Con Internet, tuttavia, la definizione stessa di “diffusione” diventa complessa. Come scrive Anna Cataleta su Agenda Digitale “la problematica più rilevante oggi non è relativa alla difficoltà di cancellare una notizia o una foto o un video pubblicati dalla fonte originaria ma alle ripubblicazioni che permangono sempre accessibili. Per questo motivo, la riflessione da fare oggi, per far salvo il diritto all’oblio, è su quanto può permanere pubblicamente disponibile una informazione online, prescindendo dal tempo trascorso dalla prima pubblicazione, che potrebbe aver fatto perdere alla notizia anche attualità e interesse pubblico”.
In Italia, il diritto all’oblio è relativamente “nuovo”, essendo comparso solo a partire dagli anni 1990 e si applica sia ai cittadini comuni che ai personaggi che hanno (o hanno avuto) grande notorietà. Ma esistono ancora molte questioni aperte.
La prima riguarda la deindicizzazione delle informazioni, ovvero la modifica degli indirizzi web che permette ai contenuti di non essere più facilmente accessibili tramite i motori di ricerca. La applicano soprattutto le cosiddette agenzie di “web reputation” per assecondare le richieste dei loro clienti: è una pratica legale, ma non ancora ben esplorata dal diritto ed eticamente discutibile. Il web non dimentica, insomma, ma può far finta di non ricordare.
La seconda riguarda la vita digitale di chi non c’è più. Di questo passo, infatti, secondo uno studio dell’Università di Oxford, entro il 2100 Facebook ospiterà circa 4,9 miliardi di profili di utenti deceduti, superando il numero di quelli in vita. Da qualche anno, le piattaforme hanno iniziato ad adattarsi a questa prospettiva: sia Facebook che Instagram permettono di trasformare il profilo di una persona defunta in un account commemorativo, gestito dal cosiddetto “contatto erede” o da chiunque riesca a dimostrare a Meta di essere una persona vicina al defunto. A differenza di altri profili, quelli commemorativi non appaiono nei post sponsorizzati, nella sezione “Persone che potresti conoscere” o nelle notifiche sui compleanni.
Su Facebook, gli account commemorativi contengono una sezione extra, chiamata ‘In ricordo’, dove amici e famigliari possono continuare a pubblicare foto e messaggi.
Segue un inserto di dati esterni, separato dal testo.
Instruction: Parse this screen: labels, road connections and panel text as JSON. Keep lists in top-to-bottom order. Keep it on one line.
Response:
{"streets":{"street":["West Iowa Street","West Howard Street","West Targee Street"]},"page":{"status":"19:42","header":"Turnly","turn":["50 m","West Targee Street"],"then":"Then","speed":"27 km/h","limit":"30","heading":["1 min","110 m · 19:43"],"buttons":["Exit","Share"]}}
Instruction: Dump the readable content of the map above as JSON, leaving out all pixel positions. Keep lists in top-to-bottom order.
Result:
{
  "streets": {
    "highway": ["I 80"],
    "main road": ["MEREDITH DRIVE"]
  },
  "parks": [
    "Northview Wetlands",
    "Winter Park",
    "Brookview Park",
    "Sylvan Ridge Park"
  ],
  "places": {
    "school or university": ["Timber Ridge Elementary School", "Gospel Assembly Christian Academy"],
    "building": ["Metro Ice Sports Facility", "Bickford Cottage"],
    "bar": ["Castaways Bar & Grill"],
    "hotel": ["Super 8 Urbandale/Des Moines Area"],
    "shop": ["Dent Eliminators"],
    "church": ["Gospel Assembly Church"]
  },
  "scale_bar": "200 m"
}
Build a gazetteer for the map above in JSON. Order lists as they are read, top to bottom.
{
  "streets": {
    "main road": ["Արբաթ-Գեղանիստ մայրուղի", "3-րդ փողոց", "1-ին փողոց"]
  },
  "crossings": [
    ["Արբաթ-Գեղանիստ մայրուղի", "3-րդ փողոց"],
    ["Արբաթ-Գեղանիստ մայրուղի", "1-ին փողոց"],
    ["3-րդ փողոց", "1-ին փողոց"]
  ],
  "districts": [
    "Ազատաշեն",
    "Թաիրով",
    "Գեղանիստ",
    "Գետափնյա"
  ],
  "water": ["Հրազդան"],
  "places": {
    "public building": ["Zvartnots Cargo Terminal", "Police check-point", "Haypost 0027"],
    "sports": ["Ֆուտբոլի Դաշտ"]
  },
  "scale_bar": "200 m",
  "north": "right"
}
“I social network, da un lato, riportano di fronte ai nostri sguardi quella morte che vogliamo in tutti i modi rimuovere e tenere alla larga dalla nostra vita quotidiana. Dall’altro, ripropongono una versione collettiva del lutto in svariate modalità”, ha spiegato in un’intervista il filosofo Davide Sisto, che studia il modo in cui le tecnologie digitali stanno modificando il nostro rapporto con la morte, la memoria, il lutto e l’immortalità.
Il web, in fondo, ci mette di fronte a uno dei dilemmi più grandi dell’umanità, quello che ci ha spinto a scrivere, costruire, uccidere: essere ricordati o essere dimenticati.
Per secoli, abbiamo fatto di tutto per essere ricordati: a pochi decenni dalla nascita di Internet, forse siamo già pronti a cambiare idea.